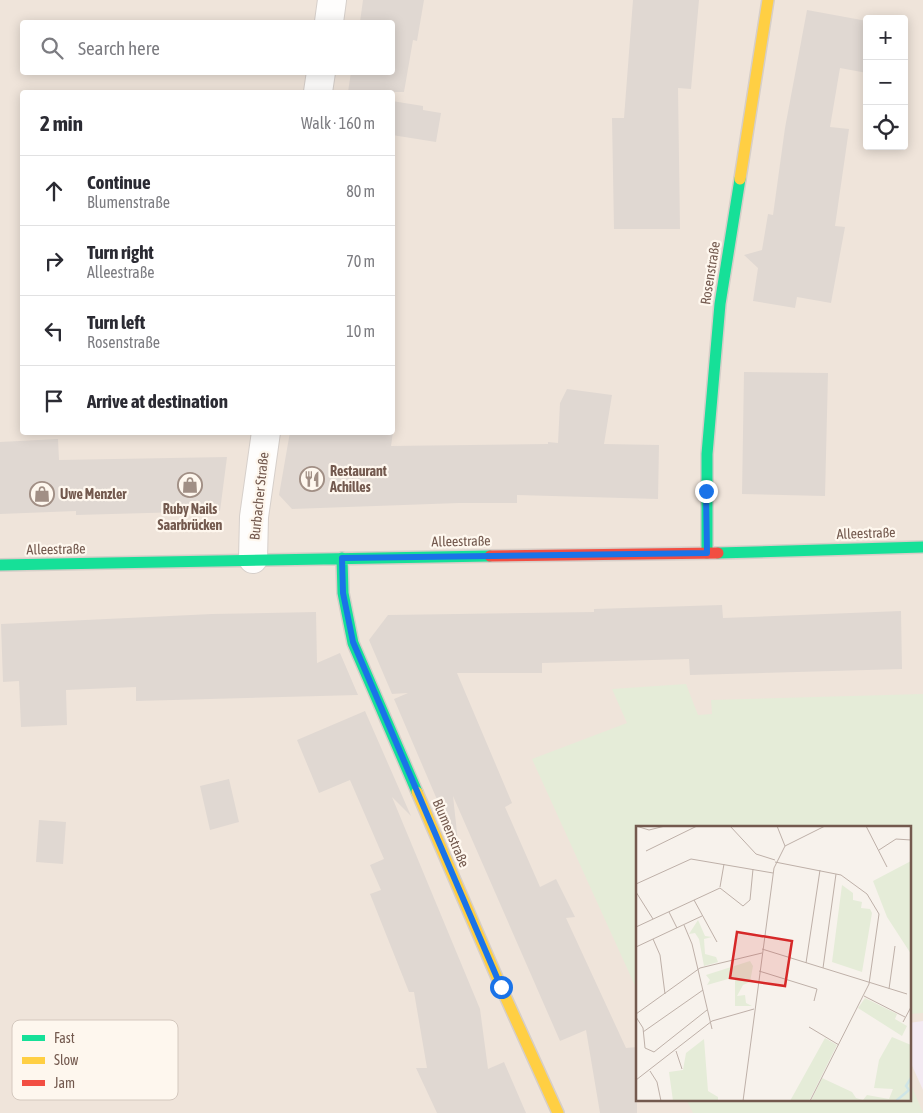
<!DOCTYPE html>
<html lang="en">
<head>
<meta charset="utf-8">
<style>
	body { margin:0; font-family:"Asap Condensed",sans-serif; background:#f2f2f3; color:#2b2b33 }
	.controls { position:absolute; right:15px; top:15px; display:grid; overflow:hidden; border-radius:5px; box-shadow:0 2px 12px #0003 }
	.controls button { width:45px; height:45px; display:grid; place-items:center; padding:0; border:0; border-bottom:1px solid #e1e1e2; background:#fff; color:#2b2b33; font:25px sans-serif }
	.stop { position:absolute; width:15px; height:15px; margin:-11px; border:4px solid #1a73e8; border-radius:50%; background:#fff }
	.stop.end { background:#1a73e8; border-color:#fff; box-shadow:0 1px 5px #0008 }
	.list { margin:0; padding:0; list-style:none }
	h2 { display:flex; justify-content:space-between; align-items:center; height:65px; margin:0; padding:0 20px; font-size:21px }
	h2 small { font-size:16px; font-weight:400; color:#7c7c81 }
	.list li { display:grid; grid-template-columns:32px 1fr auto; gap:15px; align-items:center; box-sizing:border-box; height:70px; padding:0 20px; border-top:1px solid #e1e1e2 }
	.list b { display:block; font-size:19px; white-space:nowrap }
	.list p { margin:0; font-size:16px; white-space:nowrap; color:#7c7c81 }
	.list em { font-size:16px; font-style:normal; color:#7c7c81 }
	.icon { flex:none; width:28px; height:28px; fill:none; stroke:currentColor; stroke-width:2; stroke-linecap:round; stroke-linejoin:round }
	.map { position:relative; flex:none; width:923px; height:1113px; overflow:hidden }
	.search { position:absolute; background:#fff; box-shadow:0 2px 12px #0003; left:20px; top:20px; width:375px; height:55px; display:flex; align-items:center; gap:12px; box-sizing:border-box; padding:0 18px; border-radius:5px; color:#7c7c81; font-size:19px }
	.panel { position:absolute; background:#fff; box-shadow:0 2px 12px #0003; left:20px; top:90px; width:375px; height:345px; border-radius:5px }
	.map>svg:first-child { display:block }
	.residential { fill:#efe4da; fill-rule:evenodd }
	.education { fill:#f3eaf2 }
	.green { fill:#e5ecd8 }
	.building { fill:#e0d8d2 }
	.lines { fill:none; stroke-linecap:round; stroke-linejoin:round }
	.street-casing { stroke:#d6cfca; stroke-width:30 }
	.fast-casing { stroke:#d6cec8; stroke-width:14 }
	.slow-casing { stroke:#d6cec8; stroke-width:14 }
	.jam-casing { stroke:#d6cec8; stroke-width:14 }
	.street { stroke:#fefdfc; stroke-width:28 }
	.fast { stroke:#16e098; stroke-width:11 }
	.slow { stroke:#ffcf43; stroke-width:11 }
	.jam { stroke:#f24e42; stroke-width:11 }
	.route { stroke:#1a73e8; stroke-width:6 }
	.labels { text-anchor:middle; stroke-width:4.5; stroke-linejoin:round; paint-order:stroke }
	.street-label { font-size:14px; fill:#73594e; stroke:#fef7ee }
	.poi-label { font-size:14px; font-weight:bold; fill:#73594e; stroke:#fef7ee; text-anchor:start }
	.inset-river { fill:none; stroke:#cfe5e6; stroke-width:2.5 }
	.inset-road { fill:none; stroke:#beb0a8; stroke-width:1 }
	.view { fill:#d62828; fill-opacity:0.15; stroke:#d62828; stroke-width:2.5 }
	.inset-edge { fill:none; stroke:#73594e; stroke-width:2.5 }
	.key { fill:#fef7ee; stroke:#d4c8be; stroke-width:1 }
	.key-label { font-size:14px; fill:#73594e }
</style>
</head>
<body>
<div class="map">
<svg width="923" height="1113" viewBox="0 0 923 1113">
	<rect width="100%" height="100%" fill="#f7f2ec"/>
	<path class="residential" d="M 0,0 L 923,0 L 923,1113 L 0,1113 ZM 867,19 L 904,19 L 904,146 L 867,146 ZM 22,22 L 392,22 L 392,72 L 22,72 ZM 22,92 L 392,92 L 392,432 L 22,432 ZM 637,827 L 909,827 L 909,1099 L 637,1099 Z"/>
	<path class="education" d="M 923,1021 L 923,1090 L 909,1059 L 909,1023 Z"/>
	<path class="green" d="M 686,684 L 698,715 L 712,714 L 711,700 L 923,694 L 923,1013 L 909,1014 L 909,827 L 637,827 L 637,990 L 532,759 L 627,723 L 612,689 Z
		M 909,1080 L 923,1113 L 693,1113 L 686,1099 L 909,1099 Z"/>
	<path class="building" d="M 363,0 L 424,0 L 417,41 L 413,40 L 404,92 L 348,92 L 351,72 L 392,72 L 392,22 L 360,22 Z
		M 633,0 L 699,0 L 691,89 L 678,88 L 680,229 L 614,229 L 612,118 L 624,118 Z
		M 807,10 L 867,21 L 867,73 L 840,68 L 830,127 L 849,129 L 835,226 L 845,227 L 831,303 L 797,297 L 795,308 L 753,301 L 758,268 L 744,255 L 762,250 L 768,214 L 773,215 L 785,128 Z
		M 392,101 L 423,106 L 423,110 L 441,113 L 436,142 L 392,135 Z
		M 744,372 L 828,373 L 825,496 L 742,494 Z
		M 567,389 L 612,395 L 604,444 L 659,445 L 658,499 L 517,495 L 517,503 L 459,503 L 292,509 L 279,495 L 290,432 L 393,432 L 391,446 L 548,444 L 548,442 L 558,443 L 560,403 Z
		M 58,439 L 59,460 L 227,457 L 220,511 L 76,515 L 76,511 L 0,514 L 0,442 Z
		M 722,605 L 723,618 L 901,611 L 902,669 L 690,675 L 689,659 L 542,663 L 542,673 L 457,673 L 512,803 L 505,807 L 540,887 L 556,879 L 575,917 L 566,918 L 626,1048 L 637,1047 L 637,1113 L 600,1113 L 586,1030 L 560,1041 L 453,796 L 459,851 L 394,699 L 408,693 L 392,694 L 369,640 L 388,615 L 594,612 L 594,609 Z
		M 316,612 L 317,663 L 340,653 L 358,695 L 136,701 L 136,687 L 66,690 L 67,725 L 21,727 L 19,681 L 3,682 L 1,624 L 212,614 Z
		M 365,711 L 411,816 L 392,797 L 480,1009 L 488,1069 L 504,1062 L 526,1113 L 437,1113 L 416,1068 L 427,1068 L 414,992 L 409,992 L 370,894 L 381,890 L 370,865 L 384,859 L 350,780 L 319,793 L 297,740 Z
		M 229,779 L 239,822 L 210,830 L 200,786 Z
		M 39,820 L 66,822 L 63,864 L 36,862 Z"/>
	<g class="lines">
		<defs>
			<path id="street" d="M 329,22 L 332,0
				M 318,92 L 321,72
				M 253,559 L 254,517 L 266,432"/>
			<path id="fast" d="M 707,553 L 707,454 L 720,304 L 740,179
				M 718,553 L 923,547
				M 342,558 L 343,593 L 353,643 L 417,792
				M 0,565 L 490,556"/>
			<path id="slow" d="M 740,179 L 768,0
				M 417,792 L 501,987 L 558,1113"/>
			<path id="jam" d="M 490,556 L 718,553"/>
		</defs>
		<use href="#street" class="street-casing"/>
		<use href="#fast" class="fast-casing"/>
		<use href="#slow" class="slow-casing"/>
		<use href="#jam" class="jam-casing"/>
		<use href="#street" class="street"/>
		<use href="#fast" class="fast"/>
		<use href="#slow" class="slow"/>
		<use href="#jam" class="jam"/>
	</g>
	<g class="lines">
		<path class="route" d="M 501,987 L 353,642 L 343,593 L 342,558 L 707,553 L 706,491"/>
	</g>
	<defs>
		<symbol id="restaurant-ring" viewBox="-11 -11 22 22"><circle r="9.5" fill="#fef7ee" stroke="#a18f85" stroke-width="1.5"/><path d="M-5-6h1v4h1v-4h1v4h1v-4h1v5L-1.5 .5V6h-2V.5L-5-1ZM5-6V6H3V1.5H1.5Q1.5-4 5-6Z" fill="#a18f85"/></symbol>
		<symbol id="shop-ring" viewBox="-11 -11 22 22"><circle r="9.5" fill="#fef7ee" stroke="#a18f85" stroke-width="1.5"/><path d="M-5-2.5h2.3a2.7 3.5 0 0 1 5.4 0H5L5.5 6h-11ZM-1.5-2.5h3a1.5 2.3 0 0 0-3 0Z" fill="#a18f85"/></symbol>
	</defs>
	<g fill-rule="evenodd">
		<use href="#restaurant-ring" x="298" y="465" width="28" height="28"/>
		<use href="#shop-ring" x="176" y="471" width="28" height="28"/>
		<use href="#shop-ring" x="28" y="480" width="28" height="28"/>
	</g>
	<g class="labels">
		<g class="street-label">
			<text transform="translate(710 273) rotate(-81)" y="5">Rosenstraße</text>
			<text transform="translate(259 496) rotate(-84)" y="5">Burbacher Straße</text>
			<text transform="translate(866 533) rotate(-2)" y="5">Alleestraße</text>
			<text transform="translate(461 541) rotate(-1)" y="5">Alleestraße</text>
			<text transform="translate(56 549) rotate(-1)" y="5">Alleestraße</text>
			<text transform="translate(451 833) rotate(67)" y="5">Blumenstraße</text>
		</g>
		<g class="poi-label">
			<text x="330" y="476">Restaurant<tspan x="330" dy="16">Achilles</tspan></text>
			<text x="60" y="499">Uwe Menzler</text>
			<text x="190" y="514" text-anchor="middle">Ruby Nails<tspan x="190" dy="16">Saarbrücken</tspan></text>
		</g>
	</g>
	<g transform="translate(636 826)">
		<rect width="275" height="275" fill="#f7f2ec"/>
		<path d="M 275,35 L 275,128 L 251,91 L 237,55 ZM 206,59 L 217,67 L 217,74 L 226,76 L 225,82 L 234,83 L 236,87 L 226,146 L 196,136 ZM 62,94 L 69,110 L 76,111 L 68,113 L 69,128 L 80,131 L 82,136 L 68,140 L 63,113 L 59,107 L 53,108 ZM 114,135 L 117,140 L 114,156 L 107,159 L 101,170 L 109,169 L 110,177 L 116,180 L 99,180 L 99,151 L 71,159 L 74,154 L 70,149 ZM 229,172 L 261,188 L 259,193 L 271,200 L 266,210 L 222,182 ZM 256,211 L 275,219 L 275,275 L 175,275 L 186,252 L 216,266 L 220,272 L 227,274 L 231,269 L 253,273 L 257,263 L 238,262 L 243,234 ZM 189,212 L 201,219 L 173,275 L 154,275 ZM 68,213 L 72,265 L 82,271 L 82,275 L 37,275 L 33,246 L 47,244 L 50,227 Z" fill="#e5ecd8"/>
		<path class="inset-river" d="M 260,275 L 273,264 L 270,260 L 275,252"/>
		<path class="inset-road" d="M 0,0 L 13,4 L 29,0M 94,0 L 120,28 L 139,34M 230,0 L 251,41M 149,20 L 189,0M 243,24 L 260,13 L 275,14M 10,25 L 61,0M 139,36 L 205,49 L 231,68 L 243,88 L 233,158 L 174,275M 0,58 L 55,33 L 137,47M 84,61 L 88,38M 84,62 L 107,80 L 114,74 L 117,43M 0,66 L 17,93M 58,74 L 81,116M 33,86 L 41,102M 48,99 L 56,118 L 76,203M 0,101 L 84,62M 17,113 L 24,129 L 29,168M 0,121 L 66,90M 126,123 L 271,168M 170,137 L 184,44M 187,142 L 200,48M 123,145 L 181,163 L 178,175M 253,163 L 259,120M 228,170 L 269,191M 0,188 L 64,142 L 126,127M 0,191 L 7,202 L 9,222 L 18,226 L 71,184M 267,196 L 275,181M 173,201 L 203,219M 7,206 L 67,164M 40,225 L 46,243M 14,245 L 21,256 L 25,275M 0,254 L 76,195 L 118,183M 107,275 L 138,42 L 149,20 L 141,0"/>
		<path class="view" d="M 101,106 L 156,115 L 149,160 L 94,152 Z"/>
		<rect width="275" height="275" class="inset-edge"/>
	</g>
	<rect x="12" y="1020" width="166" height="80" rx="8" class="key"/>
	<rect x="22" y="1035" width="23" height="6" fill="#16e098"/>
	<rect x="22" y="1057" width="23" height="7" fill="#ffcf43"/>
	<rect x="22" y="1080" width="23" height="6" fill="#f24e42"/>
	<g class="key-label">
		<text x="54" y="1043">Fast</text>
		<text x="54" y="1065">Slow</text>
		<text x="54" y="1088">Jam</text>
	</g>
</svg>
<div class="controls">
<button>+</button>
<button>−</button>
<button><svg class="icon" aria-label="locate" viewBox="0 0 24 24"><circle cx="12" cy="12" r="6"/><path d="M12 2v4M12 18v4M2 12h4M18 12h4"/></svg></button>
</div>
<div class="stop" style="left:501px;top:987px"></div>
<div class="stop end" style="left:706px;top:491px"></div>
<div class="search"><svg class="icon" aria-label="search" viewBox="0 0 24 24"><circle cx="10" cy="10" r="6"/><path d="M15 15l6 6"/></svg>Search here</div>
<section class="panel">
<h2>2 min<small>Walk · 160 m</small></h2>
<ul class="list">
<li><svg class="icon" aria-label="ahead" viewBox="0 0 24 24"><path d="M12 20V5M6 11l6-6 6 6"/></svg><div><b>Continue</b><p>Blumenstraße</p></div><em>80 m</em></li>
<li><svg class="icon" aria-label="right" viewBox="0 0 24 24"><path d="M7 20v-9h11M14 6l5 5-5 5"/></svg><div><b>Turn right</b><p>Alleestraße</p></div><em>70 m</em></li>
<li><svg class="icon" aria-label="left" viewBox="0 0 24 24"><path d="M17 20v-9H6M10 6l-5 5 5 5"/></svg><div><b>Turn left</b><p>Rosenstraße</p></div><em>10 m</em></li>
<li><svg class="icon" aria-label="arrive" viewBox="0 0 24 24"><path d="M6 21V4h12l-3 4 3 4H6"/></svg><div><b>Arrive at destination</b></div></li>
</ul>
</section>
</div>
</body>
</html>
- - - - -
WORK ORDER - All lines above between those holding "font-size:14px; fill:#73594e; stroke:#fef7ee" and "L 612,689 Z", inclusive, must be set down unchanged, and no other line may be included.

RESPONSE AREA -
	.street-label { font-size:14px; fill:#73594e; stroke:#fef7ee }
	.poi-label { font-size:14px; font-weight:bold; fill:#73594e; stroke:#fef7ee; text-anchor:start }
	.inset-river { fill:none; stroke:#cfe5e6; stroke-width:2.5 }
	.inset-road { fill:none; stroke:#beb0a8; stroke-width:1 }
	.view { fill:#d62828; fill-opacity:0.15; stroke:#d62828; stroke-width:2.5 }
	.inset-edge { fill:none; stroke:#73594e; stroke-width:2.5 }
	.key { fill:#fef7ee; stroke:#d4c8be; stroke-width:1 }
	.key-label { font-size:14px; fill:#73594e }
</style>
</head>
<body>
<div class="map">
<svg width="923" height="1113" viewBox="0 0 923 1113">
	<rect width="100%" height="100%" fill="#f7f2ec"/>
	<path class="residential" d="M 0,0 L 923,0 L 923,1113 L 0,1113 ZM 867,19 L 904,19 L 904,146 L 867,146 ZM 22,22 L 392,22 L 392,72 L 22,72 ZM 22,92 L 392,92 L 392,432 L 22,432 ZM 637,827 L 909,827 L 909,1099 L 637,1099 Z"/>
	<path class="education" d="M 923,1021 L 923,1090 L 909,1059 L 909,1023 Z"/>
	<path class="green" d="M 686,684 L 698,715 L 712,714 L 711,700 L 923,694 L 923,1013 L 909,1014 L 909,827 L 637,827 L 637,990 L 532,759 L 627,723 L 612,689 Z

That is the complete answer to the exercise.